MARINE CORPS LOGISTICS BASE ALBANY --
Romping around roughly four acres of land or just being a lazy 8- year-old Belgian Malinois became a new lifestyle Tuesday for one member of the Marine Corps Police Department’s Civilian Patrol Working Dogs Section.
Barros, a 60-pound patrol/drug detector dog, retired after seven years of service at Marine Corps Logistics Base Albany. Cpl. Christopher Gurr, one of his handlers, adopted him during a brief ceremony at the Corporal Dustin Jerome Lee Kennel.
Barros ruptured a disc in his back about four months ago and will have to take medication for the rest of his life. He was medically retired from active service, according to Lt. Angela Dunwoodie, kennel master, Civilian Police Working Dogs Section, Marine Corps Police Department, MCLB Albany.
Following training at Lackland Air Force Base, San Antonio, Texas, Barros began his service here in December 2006. Only assigned here during his seven years, Barros conducted several narcotics searches to include random vehicle inspections, health and comfort searches at the barracks and local schools in Albany, Gurr said.
Gurr became the black, brown and gray colored dog’s handler in 2008 and portrayed his work partner, friend and companion as a “really good dog.”
“I have been a dog lover my whole life and being in the military working dog community you tend to get attached to these dogs,” he said. “You work with them all the time and they become more than just work partners. They become your friends and your companions. Barros was one of my first dogs I got to handle back in 2008, and (we) have really bonded over the years and grown closer to each other.
“For me to be able to take him home and allow him to have the retirement he deserves feels wonderful for me and my family,” Gurr added. “He’s going to be doing a lot of running around, being lazy and being able to be a dog instead of being put to work all the time.
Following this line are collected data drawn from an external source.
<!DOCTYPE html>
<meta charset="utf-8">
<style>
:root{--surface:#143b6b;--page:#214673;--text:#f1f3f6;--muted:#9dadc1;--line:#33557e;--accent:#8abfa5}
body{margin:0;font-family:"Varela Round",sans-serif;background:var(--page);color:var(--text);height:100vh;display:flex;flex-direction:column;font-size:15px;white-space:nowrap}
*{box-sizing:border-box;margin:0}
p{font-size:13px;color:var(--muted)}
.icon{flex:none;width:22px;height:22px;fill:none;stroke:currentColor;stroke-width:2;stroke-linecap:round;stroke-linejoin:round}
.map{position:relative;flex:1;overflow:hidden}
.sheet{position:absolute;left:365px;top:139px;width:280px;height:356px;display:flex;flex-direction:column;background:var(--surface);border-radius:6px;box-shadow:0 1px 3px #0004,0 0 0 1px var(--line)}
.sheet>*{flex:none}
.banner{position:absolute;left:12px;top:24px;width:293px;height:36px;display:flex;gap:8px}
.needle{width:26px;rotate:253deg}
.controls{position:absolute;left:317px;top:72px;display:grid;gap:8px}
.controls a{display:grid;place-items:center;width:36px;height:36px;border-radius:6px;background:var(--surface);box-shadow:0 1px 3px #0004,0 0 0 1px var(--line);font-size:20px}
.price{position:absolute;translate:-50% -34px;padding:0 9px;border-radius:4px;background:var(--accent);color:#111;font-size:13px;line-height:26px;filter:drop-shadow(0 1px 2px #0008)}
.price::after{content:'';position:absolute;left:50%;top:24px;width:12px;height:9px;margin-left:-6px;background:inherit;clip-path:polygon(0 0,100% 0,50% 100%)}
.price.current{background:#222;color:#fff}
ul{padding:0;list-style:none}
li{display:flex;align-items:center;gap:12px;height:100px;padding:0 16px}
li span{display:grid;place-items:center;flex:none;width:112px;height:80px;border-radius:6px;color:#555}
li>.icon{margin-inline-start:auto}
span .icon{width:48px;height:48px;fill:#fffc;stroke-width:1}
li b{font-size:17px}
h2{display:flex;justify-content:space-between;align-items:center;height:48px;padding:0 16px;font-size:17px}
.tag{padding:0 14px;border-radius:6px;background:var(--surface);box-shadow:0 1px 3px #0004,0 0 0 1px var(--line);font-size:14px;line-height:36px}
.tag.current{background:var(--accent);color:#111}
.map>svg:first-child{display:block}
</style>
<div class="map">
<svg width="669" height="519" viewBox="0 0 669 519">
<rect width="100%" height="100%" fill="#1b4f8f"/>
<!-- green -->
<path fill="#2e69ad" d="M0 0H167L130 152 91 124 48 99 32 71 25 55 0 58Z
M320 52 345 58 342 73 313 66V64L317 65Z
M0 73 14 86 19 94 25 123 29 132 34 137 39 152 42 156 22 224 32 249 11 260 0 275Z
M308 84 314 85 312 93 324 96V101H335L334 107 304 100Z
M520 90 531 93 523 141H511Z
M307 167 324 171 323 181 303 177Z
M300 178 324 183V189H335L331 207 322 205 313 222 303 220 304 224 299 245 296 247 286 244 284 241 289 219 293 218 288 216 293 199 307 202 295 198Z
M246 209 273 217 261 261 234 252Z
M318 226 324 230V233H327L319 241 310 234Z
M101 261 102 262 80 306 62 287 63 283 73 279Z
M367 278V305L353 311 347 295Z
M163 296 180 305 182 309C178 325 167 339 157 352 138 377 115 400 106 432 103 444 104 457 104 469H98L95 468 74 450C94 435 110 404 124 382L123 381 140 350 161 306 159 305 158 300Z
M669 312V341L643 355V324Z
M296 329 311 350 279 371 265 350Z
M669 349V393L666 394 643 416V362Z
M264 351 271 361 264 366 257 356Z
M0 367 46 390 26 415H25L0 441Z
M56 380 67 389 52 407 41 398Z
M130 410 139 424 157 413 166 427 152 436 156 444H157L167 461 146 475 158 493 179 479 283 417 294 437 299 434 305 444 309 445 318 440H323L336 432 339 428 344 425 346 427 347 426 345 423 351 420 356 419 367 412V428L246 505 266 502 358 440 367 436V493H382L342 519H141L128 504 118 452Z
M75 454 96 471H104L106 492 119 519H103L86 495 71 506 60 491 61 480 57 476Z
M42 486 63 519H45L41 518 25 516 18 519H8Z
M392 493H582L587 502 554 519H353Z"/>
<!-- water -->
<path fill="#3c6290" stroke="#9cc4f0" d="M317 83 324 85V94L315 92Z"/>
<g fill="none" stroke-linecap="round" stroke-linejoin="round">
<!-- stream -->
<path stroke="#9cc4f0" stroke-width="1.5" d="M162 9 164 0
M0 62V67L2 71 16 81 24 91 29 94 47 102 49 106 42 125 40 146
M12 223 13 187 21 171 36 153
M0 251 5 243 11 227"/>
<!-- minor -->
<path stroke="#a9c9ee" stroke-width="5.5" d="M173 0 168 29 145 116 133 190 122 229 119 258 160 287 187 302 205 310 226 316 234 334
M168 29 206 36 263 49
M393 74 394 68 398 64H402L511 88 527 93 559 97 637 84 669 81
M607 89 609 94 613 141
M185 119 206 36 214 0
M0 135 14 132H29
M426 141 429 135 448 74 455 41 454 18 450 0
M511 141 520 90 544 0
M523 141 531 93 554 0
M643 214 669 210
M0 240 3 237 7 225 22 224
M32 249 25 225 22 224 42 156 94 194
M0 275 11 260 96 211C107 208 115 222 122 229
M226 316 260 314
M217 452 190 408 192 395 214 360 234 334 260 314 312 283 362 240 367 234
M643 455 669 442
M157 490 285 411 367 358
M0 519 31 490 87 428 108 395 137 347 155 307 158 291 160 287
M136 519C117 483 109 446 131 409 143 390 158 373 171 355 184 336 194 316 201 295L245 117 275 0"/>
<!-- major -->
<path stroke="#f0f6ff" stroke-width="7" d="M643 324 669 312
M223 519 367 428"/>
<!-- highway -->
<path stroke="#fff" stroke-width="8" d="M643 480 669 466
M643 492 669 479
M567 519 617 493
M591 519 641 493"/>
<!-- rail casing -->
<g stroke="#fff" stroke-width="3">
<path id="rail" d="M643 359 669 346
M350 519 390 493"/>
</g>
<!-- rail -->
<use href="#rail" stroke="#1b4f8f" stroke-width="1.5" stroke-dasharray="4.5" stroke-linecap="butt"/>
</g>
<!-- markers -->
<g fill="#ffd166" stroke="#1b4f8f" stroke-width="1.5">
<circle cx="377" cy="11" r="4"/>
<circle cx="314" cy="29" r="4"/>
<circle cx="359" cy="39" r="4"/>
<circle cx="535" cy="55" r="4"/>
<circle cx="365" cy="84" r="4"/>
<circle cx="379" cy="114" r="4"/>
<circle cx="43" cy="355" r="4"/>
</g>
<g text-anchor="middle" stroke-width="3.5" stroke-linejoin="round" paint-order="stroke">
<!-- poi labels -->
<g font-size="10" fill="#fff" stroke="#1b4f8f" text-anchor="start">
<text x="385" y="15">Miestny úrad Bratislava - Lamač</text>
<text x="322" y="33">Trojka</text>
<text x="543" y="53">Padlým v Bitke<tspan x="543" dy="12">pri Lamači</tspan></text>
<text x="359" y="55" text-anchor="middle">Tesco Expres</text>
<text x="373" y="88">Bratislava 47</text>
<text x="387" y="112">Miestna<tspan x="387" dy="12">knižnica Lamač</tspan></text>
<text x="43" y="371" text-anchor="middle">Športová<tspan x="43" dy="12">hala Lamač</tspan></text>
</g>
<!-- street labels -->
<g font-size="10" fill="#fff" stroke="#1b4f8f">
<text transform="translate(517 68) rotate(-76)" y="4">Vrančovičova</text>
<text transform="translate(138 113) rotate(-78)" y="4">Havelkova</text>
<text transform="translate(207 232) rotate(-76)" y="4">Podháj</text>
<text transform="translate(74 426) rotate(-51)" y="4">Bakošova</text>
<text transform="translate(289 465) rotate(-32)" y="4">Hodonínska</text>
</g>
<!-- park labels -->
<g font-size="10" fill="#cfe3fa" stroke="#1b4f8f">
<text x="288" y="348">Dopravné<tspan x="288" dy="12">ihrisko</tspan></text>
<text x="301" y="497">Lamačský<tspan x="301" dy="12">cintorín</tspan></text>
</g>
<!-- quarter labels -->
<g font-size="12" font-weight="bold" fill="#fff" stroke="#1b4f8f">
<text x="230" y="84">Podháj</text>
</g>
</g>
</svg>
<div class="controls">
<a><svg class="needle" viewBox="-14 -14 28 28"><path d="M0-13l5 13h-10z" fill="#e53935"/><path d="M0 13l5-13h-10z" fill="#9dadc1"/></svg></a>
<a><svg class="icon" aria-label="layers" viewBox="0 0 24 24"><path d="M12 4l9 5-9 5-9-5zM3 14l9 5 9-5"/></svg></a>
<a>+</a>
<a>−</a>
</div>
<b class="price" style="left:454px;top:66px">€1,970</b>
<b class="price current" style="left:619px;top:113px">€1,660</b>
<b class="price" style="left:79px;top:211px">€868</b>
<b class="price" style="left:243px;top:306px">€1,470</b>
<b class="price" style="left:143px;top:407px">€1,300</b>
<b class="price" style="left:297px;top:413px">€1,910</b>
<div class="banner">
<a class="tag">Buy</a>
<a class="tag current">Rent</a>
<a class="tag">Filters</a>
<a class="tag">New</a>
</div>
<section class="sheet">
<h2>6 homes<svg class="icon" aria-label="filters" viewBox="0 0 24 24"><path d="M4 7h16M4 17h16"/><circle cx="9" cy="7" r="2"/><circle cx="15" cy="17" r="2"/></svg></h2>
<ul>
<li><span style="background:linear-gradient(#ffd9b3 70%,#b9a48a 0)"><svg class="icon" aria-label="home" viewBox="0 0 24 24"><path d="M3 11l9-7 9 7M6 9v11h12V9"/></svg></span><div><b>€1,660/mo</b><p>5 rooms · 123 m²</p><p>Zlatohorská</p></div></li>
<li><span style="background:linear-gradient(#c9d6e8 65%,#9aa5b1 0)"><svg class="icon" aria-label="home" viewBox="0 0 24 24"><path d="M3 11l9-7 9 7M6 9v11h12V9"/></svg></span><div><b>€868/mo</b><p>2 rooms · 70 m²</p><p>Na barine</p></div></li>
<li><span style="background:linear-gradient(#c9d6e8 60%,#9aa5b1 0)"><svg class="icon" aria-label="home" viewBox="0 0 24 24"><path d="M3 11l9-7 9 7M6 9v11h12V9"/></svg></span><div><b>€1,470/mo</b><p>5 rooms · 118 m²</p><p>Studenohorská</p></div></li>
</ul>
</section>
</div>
I’m excited and ready for him to come home.”
Day-to-day operations for Barros included being fed in the morning, working on random vehicle inspections, searching commercial vehicle gates as well as patrol dog training.
“Barros is what we like to call in the canine world a push-button dog,” Gurr said. “Barros knows his job to a T.”
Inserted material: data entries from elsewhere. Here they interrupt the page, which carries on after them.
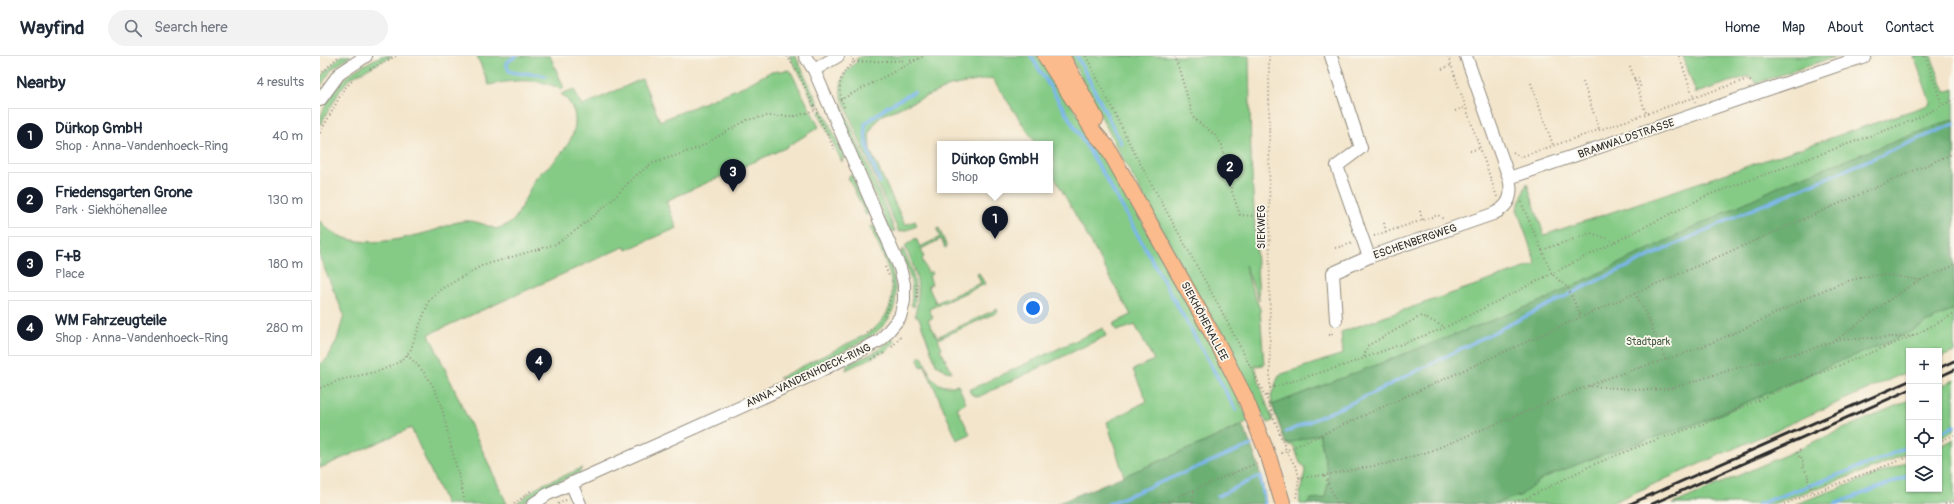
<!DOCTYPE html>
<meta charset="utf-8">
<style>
body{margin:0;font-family:Pangolin,sans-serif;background:#f2f2f3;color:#1f2937}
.controls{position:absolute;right:12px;bottom:12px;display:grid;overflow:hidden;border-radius:0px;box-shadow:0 1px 3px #0004}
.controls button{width:36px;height:36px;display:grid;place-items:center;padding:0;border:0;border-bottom:1px solid #e0e1e3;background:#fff;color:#1f2937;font:20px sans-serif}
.you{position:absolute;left:713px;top:252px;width:14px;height:14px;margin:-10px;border:3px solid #fff;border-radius:50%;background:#1a73e8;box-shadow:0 0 0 6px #1a73e833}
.badge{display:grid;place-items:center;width:26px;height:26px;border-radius:50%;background:#111827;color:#fff;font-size:13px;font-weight:700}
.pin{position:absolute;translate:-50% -33px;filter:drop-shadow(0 1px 2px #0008)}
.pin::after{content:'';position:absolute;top:21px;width:14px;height:12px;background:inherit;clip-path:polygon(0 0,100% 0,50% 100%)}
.popup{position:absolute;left:617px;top:85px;width:116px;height:52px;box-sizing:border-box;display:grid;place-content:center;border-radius:0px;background:#fff;filter:drop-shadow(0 1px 3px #0005);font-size:13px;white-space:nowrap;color:#747a83}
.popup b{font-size:15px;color:#1f2937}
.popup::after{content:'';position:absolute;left:50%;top:100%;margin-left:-8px;border:8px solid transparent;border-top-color:#fff}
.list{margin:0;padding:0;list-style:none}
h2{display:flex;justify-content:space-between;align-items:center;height:52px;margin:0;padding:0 16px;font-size:17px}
h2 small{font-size:13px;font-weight:400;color:#747a83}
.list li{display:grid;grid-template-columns:26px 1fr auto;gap:12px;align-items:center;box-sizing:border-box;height:56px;margin:0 8px 8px;padding:0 8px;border:1px solid #e0e1e3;border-radius:0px}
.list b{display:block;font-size:15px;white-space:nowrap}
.list p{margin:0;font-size:13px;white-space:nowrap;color:#747a83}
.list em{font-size:13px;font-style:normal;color:#747a83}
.icon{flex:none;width:22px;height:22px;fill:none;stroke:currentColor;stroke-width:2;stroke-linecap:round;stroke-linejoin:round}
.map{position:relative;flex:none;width:1634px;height:448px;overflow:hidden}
header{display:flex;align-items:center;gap:24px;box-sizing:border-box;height:56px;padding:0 20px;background:#fff;border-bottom:1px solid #e0e1e3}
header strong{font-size:19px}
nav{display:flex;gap:22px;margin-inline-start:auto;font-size:14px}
.search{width:280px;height:36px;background:#f2f2f3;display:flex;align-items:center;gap:10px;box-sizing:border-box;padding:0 14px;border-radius:22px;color:#747a83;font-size:15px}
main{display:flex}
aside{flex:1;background:#fff}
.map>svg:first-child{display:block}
.green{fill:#85cb86;stroke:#587b58}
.forest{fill:#6caf73;stroke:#4c6d4f}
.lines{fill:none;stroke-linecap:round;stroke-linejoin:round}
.stream{stroke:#7bb6ec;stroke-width:3.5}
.minor-casing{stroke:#8f887b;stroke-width:14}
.major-casing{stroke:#8f887b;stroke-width:17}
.path{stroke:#8f887b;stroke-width:2;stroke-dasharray:1 3;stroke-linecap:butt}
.minor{stroke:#fff;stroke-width:12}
.major{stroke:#fbbb8c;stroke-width:15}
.rail{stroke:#2b2b2b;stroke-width:3}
.labels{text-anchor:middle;stroke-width:3.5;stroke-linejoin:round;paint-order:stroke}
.street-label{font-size:11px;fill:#2b2b2b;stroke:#fbf7ec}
.park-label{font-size:11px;fill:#465b46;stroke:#fbf7ec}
</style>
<header>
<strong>Wayfind</strong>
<div class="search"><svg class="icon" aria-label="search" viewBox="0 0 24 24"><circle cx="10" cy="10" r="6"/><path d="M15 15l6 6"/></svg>Search here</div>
<nav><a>Home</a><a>Map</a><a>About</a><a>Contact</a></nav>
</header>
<main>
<aside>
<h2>Nearby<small>4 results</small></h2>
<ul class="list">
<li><span class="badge">1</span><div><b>Dürkop GmbH</b><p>Shop · Anna-Vandenhoeck-Ring</p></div><em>40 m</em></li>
<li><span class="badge">2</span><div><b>Friedensgarten Grone</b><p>Park · Siekhöhenallee</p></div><em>130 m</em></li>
<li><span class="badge">3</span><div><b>F+B</b><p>Place</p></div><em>180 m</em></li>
<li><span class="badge">4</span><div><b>WM Fahrzeugteile</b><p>Shop · Anna-Vandenhoeck-Ring</p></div><em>280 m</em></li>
</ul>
</aside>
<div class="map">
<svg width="1634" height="448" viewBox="0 0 1634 448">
<rect width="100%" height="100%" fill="#fbf7ec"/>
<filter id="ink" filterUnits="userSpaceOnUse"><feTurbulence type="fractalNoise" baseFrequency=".025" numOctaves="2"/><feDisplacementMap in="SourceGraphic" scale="8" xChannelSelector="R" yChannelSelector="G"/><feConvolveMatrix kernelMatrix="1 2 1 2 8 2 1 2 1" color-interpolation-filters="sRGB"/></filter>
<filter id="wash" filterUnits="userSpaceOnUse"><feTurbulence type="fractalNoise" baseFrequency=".012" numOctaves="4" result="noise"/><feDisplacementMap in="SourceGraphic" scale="16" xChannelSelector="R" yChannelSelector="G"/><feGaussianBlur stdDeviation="0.9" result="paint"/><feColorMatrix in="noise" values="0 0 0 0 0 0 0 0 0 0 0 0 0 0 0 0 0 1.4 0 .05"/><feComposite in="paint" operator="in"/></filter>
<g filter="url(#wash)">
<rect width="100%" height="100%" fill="#f3e5cb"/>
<path class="green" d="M 21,0 L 31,0 L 12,13 L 0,31 L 1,20 Z
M 61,0 L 72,0 L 29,23 L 21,33 L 0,69 C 0,59 3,54 8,46 C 23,19 34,14 61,0 Z
M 157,0 L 230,0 L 244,32 L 242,34 C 220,21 193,24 169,29 Z
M 469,0 L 475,0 L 478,5 L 499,49 L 495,49 L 481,20 Z
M 542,0 L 721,0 L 803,131 L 904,311 L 929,365 L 883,387 L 804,420 L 787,366 L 827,345 L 813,314 L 834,304 L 815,269 L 797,275 L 793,268 L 811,259 L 730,113 L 730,88 L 716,88 L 672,22 L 630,30 L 563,59 L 557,64 L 549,77 L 550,94 L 585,169 L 595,165 L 597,170 L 587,174 L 579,176 L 560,134 L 521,39 C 519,24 525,14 537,6 L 536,3 Z
M 750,0 L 929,0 L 931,101 L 939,245 L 925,209 L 931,231 L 940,253 L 944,309 L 935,310 L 942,336 L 953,365 L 947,367 L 802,101 Z
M 1363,0 L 1517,0 L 1437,27 L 1428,20 L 1376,37 Z
M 1594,0 L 1611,0 L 1625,36 L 1634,33 L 1634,296 L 1619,302 L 1619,295 L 1589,295 L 1589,315 L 1289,448 L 980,448 C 978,433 985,425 985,411 L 980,407 L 974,390 L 966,388 L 952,349 L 951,340 L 959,319 L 1023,298 L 1021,276 L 1216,208 L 1197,153 L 1207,127 L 1224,179 L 1611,48 Z
M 470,14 L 499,71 L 465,92 L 346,145 L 357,172 L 306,194 L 305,191 L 301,192 L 109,278 L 187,448 L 126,448 L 91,372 L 0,412 L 0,308 L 8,302 L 17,284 L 24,259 L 0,202 L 0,165 C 25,197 78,185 112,175 C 122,172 133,166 144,165 C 155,164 165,169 176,173 C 181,171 189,169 193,165 C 200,157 209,133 216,122 C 222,114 232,109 238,101 C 256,82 264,56 241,38 L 254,33 L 262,50 L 322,23 L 340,65 L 426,29 L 450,16 Z
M 521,47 L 575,175 L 570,175 L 517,49 Z
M 502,53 L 524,99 L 522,106 L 499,57 Z
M 532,119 L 549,157 L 546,159 L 528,121 Z
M 550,170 L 555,171 C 573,216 597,256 541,286 L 467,324 L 459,322 L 549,277 C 591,245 566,209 550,170 Z
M 619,172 L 627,191 L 625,192 L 621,183 L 601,193 L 604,201 L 602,203 L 608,217 L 611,215 L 612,218 L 609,220 L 612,228 L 608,230 L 616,247 L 661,227 L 657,218 L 659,217 L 665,228 L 609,253 L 613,262 L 608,264 L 617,281 L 677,253 L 678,256 L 618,283 L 622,292 L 620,293 L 632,316 L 626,315 L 616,308 L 599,262 L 595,259 C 602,231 596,215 585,190 L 596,182 L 600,191 L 620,181 L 617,173 Z
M 583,193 C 592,212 598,229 594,251 L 591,249 C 594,229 589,214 580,197 Z
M 783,272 L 786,280 L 658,341 L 651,338 L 649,334 Z
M 573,283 L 576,285 L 566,295 L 526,314 L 527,309 L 557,295 Z
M 600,300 L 602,300 C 610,318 613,335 638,329 L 646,347 L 637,352 L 650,378 L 637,384 L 605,310 L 601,311 L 598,303 Z
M 1634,324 L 1634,375 L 1619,382 L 1619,331 Z
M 1589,344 L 1589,396 L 1559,410 L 1452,448 L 1353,448 L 1477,394 L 1480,394 L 1482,391 Z
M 1634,383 L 1634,448 L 1476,448 L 1571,413 L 1589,405 L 1589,433 L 1619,433 L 1619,391 Z
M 262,412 L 259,417 L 226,431 L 201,448 L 196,448 L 219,430 Z"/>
<path class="forest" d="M 1634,63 L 1634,253 L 1574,284 L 1513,308 L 1385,365 L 1284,398 L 1223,422 L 1200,440 L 1173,448 L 986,448 L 991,443 L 1005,442 L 1009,422 L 999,378 L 966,388 L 952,349 L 1227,243 L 1246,233 L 1468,126 Z
M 922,369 C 934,394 943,421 946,448 L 736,448 L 883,387 Z"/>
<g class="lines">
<path class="stream" d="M 196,0 L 186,7 L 189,15 C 201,20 213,15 225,20
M 711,0 L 783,117 L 916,354
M 757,0 L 801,87
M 560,126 C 552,106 544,90 545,68 L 568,50 L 594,36
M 966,376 L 1047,340 L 1266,230 L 1414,161 L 1634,68
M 1619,377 L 1634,370
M 898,440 L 940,420 L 945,448
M 788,448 L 931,389
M 1439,448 L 1556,405 L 1589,390
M 1515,448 L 1589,420"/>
</g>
</g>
<g filter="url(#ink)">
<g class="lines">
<g class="minor-casing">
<path id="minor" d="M 1011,0 L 1041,92 L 1017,110 L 1049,201
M 494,14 L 518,0
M 0,44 L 19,18 L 46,0
M 1189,122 L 1545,0
M 1016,264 L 1013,217 L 1049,201 L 1173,158 C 1190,150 1193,139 1189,122 L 1146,0
M 251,427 L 260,448
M 213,448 L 228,438 L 492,319 L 561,284 L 580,261 L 584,245 L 584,228 L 580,212 L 494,14 L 485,0"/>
</g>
<g class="major-casing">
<path id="major" d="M 725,0 L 774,76 L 787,91 L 898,288 L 925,341 L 949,402 L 963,448
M 742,0 L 776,63"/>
</g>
<path class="path" d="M 467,0 L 478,16 L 514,93
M 766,0 L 816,100 L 900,252 L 946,341 L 966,394 L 977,413 L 979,422 L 976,442
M 855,0 L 874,63 L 894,78 L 902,89 L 908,124 L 920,159 L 935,160
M 1128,0 L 1177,141
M 1359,0 L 1375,46
M 1605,0 L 1622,49
M 534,6 L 595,4
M 1310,10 L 1326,57
M 50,13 L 76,0
M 1122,13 L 1132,9
M 0,19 L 19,0
M 1314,23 L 1318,22 L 1321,33
M 1263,26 L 1279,73
M 1211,27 L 1233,89
M 520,44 L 604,0
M 524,51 C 517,32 518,19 534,6 L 531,0
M 1135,55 L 1146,51
M 0,77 L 24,33 L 32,25
M 1150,95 L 1160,92
M 1193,96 L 1200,101 L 1428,23 L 1432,27
M 1201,146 L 1232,218 L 1248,232 L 1261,261
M 1100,155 L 1102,164
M 1064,167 L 1066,176
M 1054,180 L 1118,159 L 1123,163
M 1015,192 L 1033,187
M 1222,194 L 1271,177 L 1296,186
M 565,211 L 569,220
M 597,228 L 597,244
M 1315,237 L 1329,264 L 1346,305
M 564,260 L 568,253 L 571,240
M 547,277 L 556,270
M 1009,279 L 1012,279 L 1011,274
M 1516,284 C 1539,268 1560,249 1584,234 C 1599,223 1617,218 1634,209
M 572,291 L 582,279
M 87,299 C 122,330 121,352 132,394 C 136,412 142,429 145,448
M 1044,301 L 1047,290 L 1101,260 L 1125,271
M 552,303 L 564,297
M 1269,330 C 1305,314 1344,306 1381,291 C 1401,283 1422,274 1442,264 C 1478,247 1517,223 1557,219 C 1571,218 1586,222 1600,224
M 0,332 L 20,324 L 60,315 L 79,306 L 90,295 L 109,245 L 121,233 L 161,210 L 236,188 L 259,172 L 290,146 L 314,121 L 331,108 L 378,92 L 427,64 L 447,60 L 476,60 L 499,53
M 950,332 L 1028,308 L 1122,273 L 1386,140 L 1596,63 L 1634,43
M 947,340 L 950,332 L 949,0
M 1619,386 L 1634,379
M 1480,394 L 1477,396 L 1480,402 L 1481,401 L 1484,408 L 1482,409 L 1489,421 L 1487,421 L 1493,437
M 961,397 L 1261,261 L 1634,97
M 1005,420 L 1017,448
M 979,422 L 1005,419 L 1069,407 L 1108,396 L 1268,330 L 1327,334 L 1353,332 L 1413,313 L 1489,294 L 1516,284 L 1593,280
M 194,448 L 213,433
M 238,448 L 246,444
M 840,448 L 937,407
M 872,448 L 874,435
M 1187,448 L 1205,443 L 1270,410 L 1330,386 L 1386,367 L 1500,317 L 1593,280 L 1634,258
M 1464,448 L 1589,401
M 1625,448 L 1634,445"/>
<use href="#minor" class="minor"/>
<use href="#major" class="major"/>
<path class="rail" d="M 1619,312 L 1634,305
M 1619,321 L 1634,314
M 1310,448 L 1589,325
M 1332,448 L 1589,334"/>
</g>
</g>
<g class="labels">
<g class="street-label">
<text transform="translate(1306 82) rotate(-19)" y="4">BRAMWALDSTRASSE</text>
<text transform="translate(941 171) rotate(-90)" y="4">SIEKWEG</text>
<text transform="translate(1095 185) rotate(-19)" y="4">ESCHENBERGWEG</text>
<text transform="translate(885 265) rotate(62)" y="4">SIEKHÖHENALLEE</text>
<text transform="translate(488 319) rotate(-25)" y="4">ANNA-VANDENHOECK-RING</text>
</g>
<g class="park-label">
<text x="1328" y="289">Stadtpark</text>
</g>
</g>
</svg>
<div class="controls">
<button>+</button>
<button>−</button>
<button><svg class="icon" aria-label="locate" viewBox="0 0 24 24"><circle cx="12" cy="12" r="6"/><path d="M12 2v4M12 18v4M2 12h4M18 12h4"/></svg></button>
<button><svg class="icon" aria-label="layers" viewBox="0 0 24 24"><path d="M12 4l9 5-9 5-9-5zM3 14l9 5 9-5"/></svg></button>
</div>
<div class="you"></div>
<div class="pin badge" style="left:675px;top:183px">1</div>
<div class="popup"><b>Dürkop GmbH</b>Shop</div>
<div class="pin badge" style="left:910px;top:131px">2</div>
<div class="pin badge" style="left:413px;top:136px">3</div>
<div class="pin badge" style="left:219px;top:325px">4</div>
</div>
</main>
Barros is not Gurr’s first military working dog adoption. A year and a half ago he adopted Brutus from here. Late last year Brutus passed away.
“Three people wanted to adopt (Barros and Gurr) had handled him the longest amount of time,” Dunwoodie said, noting that Barros was the last of the old crew of civilian patrol working dogs assigned here and in the past two and a half years, six dogs have been adopted.
Randy Jack, chief of police, Marine Corps Police Department, presented Gurr with a certificate for Barros’ distinguished service during Tuesday’s ceremony.
“Chris Gurr is one of our finest handlers and he has been with Barros for a long time,” Jack said. “(Barros) has earned his right to retire. Barros has been an outstanding Marine and has done his part to help keep us all safe.”